-- Exercise requirements --
Find all the lines in the entries below that hold the word "Circle" and copy them.

-- Data section --
-*-*-

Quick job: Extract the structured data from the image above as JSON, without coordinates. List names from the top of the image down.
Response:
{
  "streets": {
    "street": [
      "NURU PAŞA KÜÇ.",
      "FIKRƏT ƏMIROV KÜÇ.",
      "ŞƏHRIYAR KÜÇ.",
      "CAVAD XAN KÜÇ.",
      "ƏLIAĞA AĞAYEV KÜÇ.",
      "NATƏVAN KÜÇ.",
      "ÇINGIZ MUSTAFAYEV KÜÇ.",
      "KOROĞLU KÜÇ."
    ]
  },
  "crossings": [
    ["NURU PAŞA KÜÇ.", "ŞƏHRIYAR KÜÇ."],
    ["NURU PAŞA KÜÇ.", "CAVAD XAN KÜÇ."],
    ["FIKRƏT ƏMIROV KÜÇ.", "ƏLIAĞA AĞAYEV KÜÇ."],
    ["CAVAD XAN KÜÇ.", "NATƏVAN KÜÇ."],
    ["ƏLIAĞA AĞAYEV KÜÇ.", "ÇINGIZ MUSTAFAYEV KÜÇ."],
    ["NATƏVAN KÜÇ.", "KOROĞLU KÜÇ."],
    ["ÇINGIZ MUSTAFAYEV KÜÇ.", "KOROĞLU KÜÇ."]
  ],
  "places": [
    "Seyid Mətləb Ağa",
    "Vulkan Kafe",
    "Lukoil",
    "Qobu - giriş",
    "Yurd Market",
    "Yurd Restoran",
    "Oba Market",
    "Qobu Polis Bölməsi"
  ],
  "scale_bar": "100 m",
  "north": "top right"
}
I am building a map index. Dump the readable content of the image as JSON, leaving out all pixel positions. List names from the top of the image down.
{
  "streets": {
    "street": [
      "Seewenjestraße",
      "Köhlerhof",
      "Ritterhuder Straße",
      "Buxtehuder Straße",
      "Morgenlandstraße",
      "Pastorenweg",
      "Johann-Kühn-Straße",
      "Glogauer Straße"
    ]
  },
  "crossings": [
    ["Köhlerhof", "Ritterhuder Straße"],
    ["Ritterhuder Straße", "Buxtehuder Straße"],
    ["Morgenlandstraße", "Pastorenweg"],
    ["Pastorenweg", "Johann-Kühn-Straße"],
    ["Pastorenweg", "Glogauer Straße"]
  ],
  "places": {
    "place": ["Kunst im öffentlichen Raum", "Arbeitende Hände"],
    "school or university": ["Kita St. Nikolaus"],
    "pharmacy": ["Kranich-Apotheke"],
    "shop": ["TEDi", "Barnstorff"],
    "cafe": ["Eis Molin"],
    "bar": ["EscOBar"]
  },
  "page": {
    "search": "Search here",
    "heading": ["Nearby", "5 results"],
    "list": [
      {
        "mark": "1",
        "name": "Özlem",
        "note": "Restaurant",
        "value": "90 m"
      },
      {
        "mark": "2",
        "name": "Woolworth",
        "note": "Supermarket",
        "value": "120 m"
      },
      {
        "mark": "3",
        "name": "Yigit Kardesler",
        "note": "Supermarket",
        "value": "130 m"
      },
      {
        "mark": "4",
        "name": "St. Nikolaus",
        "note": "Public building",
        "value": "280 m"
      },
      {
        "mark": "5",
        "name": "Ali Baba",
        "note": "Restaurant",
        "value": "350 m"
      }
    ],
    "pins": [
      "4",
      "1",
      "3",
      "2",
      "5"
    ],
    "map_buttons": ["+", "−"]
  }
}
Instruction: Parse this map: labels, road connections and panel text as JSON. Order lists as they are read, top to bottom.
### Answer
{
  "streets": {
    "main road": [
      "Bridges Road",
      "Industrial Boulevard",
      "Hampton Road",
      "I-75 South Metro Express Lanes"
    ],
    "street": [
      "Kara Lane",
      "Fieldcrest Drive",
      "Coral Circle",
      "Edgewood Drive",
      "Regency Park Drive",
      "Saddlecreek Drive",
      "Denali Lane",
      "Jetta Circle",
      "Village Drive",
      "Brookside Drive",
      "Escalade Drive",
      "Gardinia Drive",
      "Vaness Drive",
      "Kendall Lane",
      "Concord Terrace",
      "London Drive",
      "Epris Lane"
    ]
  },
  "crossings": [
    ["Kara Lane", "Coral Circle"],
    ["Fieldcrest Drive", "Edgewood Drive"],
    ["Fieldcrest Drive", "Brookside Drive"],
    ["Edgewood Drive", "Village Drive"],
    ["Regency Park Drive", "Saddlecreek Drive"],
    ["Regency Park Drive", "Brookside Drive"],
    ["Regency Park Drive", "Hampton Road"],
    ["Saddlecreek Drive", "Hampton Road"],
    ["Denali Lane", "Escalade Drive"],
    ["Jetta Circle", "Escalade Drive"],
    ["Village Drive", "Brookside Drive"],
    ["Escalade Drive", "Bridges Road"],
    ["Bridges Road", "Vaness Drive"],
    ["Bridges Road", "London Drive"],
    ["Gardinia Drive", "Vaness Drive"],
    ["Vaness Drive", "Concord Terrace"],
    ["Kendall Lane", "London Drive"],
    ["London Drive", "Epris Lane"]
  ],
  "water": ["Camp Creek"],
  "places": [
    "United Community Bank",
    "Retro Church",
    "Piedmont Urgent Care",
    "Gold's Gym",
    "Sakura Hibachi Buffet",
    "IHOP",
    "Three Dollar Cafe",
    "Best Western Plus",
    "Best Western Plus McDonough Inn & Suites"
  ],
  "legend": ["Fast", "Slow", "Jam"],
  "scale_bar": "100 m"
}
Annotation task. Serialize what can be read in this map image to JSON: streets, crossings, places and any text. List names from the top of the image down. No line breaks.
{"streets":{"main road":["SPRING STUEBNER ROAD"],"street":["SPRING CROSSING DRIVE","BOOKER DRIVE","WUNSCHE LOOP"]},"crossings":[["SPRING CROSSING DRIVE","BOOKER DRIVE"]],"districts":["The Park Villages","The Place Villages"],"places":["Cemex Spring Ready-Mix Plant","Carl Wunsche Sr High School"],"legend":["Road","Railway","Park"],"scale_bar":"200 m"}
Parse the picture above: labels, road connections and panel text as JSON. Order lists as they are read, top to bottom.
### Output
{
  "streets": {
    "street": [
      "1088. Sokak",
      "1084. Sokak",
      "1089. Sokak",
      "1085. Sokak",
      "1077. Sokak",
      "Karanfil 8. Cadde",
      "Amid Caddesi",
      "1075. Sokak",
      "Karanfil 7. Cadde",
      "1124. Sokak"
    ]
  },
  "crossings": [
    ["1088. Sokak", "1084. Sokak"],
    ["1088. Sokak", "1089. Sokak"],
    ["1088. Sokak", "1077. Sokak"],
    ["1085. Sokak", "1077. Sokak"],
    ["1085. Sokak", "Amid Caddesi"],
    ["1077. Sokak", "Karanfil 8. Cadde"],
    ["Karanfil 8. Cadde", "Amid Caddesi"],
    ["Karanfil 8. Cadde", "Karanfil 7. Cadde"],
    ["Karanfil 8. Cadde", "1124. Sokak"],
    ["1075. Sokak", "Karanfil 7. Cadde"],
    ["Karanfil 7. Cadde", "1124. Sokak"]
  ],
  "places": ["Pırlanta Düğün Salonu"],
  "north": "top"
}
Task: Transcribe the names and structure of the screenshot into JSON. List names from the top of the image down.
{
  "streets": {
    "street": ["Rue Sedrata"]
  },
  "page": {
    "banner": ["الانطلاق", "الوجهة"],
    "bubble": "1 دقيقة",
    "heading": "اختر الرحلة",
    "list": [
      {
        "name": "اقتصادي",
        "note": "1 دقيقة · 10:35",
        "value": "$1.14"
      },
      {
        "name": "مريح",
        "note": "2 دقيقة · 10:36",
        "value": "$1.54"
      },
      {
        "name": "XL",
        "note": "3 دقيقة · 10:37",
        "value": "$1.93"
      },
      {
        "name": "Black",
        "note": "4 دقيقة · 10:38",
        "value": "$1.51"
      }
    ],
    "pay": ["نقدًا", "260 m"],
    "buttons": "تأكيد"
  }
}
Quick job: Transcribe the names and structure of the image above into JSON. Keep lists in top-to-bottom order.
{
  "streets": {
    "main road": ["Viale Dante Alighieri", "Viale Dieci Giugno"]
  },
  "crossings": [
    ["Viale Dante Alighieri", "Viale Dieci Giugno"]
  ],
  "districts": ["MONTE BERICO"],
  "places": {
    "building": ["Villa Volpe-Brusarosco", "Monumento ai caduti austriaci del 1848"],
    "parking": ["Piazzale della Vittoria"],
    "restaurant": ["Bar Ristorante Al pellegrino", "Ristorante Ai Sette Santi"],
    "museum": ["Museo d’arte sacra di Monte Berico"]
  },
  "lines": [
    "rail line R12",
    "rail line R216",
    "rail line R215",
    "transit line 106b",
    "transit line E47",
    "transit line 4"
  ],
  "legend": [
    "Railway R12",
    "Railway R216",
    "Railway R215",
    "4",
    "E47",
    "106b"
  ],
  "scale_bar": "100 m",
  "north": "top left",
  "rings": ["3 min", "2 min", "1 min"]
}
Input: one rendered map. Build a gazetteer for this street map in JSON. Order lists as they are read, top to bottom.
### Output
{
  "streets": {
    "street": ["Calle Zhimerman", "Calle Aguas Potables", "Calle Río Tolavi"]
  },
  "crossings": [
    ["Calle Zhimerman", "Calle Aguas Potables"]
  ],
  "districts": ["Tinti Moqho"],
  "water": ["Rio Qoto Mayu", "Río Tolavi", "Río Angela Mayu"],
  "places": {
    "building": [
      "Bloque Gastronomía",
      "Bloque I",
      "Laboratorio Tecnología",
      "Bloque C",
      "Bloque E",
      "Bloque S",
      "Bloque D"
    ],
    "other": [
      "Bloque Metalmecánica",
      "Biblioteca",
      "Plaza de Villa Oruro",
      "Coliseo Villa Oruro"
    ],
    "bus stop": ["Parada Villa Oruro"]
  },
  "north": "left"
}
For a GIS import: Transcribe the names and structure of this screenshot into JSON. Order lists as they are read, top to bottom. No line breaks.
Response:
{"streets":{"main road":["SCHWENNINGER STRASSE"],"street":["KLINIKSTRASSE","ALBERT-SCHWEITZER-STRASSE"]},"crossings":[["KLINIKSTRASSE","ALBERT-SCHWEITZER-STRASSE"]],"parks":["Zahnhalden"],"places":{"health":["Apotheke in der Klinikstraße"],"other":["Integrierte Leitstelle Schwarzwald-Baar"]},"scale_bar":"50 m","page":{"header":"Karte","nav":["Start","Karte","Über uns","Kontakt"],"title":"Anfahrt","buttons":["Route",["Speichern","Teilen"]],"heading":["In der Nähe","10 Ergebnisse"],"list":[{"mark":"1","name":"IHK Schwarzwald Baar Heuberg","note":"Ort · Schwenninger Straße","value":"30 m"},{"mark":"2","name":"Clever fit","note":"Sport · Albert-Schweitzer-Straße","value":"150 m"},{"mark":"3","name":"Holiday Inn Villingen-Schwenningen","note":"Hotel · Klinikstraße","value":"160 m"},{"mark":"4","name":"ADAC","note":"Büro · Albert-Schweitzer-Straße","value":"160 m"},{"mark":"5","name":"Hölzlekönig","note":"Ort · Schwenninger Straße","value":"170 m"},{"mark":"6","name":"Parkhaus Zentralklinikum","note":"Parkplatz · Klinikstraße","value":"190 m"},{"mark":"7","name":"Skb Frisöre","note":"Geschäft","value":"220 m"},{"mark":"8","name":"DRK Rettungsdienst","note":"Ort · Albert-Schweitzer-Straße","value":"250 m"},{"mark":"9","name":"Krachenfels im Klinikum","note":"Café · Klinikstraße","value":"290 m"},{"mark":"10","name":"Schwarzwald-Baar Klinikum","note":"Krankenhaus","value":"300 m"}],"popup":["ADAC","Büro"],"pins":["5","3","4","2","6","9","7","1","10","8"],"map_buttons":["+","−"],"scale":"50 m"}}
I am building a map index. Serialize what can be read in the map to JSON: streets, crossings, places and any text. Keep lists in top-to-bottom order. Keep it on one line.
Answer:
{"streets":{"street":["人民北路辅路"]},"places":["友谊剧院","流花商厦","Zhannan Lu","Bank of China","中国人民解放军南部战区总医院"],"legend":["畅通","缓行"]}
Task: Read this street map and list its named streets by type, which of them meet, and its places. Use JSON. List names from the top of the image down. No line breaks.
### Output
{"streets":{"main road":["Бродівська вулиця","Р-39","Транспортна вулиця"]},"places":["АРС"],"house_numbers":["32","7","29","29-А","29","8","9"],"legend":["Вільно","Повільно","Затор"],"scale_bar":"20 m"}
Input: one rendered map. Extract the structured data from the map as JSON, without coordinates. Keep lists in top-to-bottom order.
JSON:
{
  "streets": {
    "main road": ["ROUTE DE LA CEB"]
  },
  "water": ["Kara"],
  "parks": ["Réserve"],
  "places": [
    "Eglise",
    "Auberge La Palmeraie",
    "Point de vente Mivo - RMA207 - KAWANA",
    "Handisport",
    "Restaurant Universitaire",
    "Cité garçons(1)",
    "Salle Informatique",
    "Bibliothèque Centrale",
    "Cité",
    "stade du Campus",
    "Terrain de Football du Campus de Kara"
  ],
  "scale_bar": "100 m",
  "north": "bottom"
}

-*-*-

-- Your solution --
      "Coral Circle",
      "Jetta Circle",
    ["Kara Lane", "Coral Circle"],
    ["Jetta Circle", "Escalade Drive"],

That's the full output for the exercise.